The copy you give must match the lines from the top of the data through the line containing "M 355,227 L 379,250 L 342,293 L 316,260 Z" exactly, and it must hold no pictures.

*** Opening Data shown ***

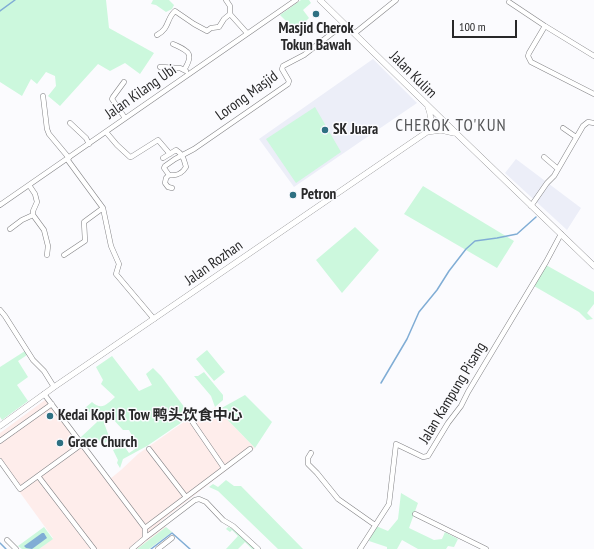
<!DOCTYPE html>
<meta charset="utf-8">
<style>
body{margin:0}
#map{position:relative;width:594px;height:549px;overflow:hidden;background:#fbfbfe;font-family:"PT Sans Narrow",sans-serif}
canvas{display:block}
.scale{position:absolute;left:452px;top:20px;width:65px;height:18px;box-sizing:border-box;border:2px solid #282829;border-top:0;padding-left:5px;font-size:12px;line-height:14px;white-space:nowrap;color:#282829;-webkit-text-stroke:3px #fbfbfe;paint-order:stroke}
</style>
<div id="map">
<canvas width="594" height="549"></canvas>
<div class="scale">100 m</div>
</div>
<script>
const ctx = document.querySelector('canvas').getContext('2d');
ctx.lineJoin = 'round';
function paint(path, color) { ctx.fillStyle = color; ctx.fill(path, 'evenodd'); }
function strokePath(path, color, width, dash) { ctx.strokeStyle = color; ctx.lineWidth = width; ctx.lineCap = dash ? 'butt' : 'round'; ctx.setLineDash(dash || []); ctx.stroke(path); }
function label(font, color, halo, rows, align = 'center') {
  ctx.font = font + ' "PT Sans Narrow","Noto Sans SC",sans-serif'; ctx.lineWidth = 3; ctx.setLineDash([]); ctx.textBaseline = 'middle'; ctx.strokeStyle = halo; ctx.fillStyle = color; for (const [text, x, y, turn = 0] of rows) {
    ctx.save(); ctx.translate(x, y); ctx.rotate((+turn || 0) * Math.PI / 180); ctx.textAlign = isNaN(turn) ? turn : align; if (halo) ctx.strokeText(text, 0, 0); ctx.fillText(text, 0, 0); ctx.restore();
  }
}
paint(new Path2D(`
 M 373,59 L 417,103 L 294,187 L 259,139 Z
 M 516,159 L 581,208 L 567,230 L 505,173 Z`), '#eceef8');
paint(new Path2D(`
 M 49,397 L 110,479 L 121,470 L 138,454 L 191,417 L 195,423 L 215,407 L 255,448 L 160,522 L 166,527 L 137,549 L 39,549 L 53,538 L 0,465 L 0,433 Z`), '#feedeb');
paint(new Path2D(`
 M 0,0 L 106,0 L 109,28 L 154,53 L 140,74 L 125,63 L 110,71 L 98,64 L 60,106 L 48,96 L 56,86 L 55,76 L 46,72 L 37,84 L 31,79 L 22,96 L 0,82 Z
 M 153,0 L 169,0 L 174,5 L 172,9 L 166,12 L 156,5 L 151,4 Z
 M 301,0 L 309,0 L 311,3 L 303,10 L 309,18 L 305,22 L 310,28 L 302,37 L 280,15 Z
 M 315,107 L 341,152 L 296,183 L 266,139 Z
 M 423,186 L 514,241 L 497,268 L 404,214 Z
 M 355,227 L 379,250 L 342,293 L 316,260 Z
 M 546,265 L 594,292 L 594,304 L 587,313 L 593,319 L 587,320 L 579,312 L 534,286 Z
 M 207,350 L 225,372 L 214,381 L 196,359 Z
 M 25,351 L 27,355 L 18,361 L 28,377 L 17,385 L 28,401 L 2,420 L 0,417 L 0,367 Z
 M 112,356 L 139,391 L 152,385 L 146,374 L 153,368 L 161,376 L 191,416 L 147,446 L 123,459 L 120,468 L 117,463 L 118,460 L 113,450 L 124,446 L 129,453 L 138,447 L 129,430 L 123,430 L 111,417 L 104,423 L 110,439 L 102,445 L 97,438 L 85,445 L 80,438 L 97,422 L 93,415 L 85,408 L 92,402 C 102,411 107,404 115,397 L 101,384 L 103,380 L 96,367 Z
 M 204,372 L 223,395 L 223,400 L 215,407 L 211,396 L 194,376 L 198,376 Z
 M 245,395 L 272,422 L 255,448 L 218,410 Z
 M 226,480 L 234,486 L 241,486 L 303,549 L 278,549 L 218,491 L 209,487 L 213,484 L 218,487 Z
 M 401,493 L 418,503 L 409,528 L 434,540 L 442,539 L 445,532 L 458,539 L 454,547 L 448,546 L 446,549 L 418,549 L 402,540 L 397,549 L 387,549 L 387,547 L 369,541 L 376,526 L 388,531 L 398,519 Z
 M 44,527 L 53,539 L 39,549 L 22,549 L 18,546 Z
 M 166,527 L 172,532 L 149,549 L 137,549 Z
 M 228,527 L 233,529 L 255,549 L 252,549 L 245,542 L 238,549 L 226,549 L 238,536 L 232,530 L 230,532 L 226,529 Z`), '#ccf8dd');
paint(new Path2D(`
 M 42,533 L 44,533 L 47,538 L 32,549 L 26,548 L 24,546 Z`), '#80add5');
strokePath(new Path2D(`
 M 0,11 L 15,0
 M 381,383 L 407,339 L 419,312 L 437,290 L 449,271 L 466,249 L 475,241 L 497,238 L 517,234 L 536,217
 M 0,543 L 6,549
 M 151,549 L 172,533 L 190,549`), '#80add5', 1.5);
const minor = new Path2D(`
 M 226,0 L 230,6 L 230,14 L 247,33
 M 509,2 L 545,26 L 594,56
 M 545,26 L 529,53 L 528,56 L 531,62 L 594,94
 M 355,33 L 396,0
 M 157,35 C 170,28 166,19 175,11 L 194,24 L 207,31 L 211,28 L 219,27 L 224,19 L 230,14
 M 173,44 C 188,51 195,53 184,70
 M 160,67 L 180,68 L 186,71
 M 124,82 L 113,97 L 112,99 L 125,118
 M 43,96 L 47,129 L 49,134 L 69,158
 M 70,123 L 86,138 L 89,144
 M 563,128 L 576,137
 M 106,132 L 117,145 L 130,157 L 131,157 L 158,140 L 170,154
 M 544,157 L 558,169
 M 163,158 L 176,150 C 183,154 184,160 186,167 C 182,174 177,176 169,175 L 166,178 L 165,183 L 168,187 L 172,188
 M 67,159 L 103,208 L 111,246 L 119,264 L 116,274 L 154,319
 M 169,175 L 164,168 L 165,166 L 175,159 L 194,149 L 288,84 L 289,81 L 282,69 L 283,66 L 304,55 L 344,24
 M 29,185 L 35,194 L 37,202 L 33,211 L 33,215 L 44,230 L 48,246 L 47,255
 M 0,205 L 296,0
 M 531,206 L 547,183 L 554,176 L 583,126 L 588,122 L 594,123
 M 10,229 L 22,220 L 33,215
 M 64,255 L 85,241 L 84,222 L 88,219 L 103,208
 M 0,310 L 5,316 L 33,360 L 44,371 L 54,387
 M 44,394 L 145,528
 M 191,420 L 224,468
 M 0,441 L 52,404
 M 149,449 L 186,497
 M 311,453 L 308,458 L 308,464 L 317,473 L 338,499 L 375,525
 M 0,461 L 20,489 L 82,444
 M 38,476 L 94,549
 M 415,514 L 486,549
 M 145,528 L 250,449
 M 145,538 L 195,500 L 199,499 L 206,502 L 223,520 L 233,526 L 258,549
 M 7,540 L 16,549
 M 132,549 L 145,538 L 145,528
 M 158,549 L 172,538
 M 360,549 L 389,504 L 396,444 L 423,457 L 428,456 L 448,423 L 461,406 L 468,392 L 546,262 L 561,234`);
const major = new Path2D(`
 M 320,0 L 458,135 L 594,266
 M 428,107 C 432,117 431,122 427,132 L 441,130 L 454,133
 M 0,426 L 54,387 L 443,121`);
strokePath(minor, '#828285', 5.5);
strokePath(major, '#828285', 6);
strokePath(minor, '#fff', 4.5);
strokePath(major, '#fff', 5.5);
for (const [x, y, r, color] of [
 [316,14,4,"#2e7082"],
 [325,130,4,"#2e7082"],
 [293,195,4,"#2e7082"],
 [50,416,4,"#2e7082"],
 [60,443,4,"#2e7082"]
]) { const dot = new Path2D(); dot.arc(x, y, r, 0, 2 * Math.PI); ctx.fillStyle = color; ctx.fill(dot); strokePath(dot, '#fbfbfe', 1.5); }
label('bold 15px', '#282829', '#fbfbfe', [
 ["Masjid Cherok",316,29,"center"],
 ["Tokun Bawah",316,46,"center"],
 ["SK Juara",333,130],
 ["Petron",301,195],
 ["Kedai Kopi R Tow 鸭头饮食中心",58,416],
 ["Grace Church",68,443]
], 'left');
label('15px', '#282829', '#fbfbfe', [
 ["Jalan Kulim",413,75,45],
 ["Jalan Kilang Ubi",141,92,-35],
 ["Lorong Masjid",247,96,-36],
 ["Jalan Rozhan",214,263,-35],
 ["Jalan Kampung Pisang",453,393,-59]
]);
ctx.letterSpacing = '1px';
label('17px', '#555658', '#fbfbfe', [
 ["CHEROK TO'KUN",451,126]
]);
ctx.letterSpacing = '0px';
</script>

*** Closing Data shown ***

▶ **Answer section**:
<!DOCTYPE html>
<meta charset="utf-8">
<style>
body{margin:0}
#map{position:relative;width:594px;height:549px;overflow:hidden;background:#fbfbfe;font-family:"PT Sans Narrow",sans-serif}
canvas{display:block}
.scale{position:absolute;left:452px;top:20px;width:65px;height:18px;box-sizing:border-box;border:2px solid #282829;border-top:0;padding-left:5px;font-size:12px;line-height:14px;white-space:nowrap;color:#282829;-webkit-text-stroke:3px #fbfbfe;paint-order:stroke}
</style>
<div id="map">
<canvas width="594" height="549"></canvas>
<div class="scale">100 m</div>
</div>
<script>
const ctx = document.querySelector('canvas').getContext('2d');
ctx.lineJoin = 'round';
function paint(path, color) { ctx.fillStyle = color; ctx.fill(path, 'evenodd'); }
function strokePath(path, color, width, dash) { ctx.strokeStyle = color; ctx.lineWidth = width; ctx.lineCap = dash ? 'butt' : 'round'; ctx.setLineDash(dash || []); ctx.stroke(path); }
function label(font, color, halo, rows, align = 'center') {
  ctx.font = font + ' "PT Sans Narrow","Noto Sans SC",sans-serif'; ctx.lineWidth = 3; ctx.setLineDash([]); ctx.textBaseline = 'middle'; ctx.strokeStyle = halo; ctx.fillStyle = color; for (const [text, x, y, turn = 0] of rows) {
    ctx.save(); ctx.translate(x, y); ctx.rotate((+turn || 0) * Math.PI / 180); ctx.textAlign = isNaN(turn) ? turn : align; if (halo) ctx.strokeText(text, 0, 0); ctx.fillText(text, 0, 0); ctx.restore();
  }
}
paint(new Path2D(`
 M 373,59 L 417,103 L 294,187 L 259,139 Z
 M 516,159 L 581,208 L 567,230 L 505,173 Z`), '#eceef8');
paint(new Path2D(`
 M 49,397 L 110,479 L 121,470 L 138,454 L 191,417 L 195,423 L 215,407 L 255,448 L 160,522 L 166,527 L 137,549 L 39,549 L 53,538 L 0,465 L 0,433 Z`), '#feedeb');
paint(new Path2D(`
 M 0,0 L 106,0 L 109,28 L 154,53 L 140,74 L 125,63 L 110,71 L 98,64 L 60,106 L 48,96 L 56,86 L 55,76 L 46,72 L 37,84 L 31,79 L 22,96 L 0,82 Z
 M 153,0 L 169,0 L 174,5 L 172,9 L 166,12 L 156,5 L 151,4 Z
 M 301,0 L 309,0 L 311,3 L 303,10 L 309,18 L 305,22 L 310,28 L 302,37 L 280,15 Z
 M 315,107 L 341,152 L 296,183 L 266,139 Z
 M 423,186 L 514,241 L 497,268 L 404,214 Z
 M 355,227 L 379,250 L 342,293 L 316,260 Z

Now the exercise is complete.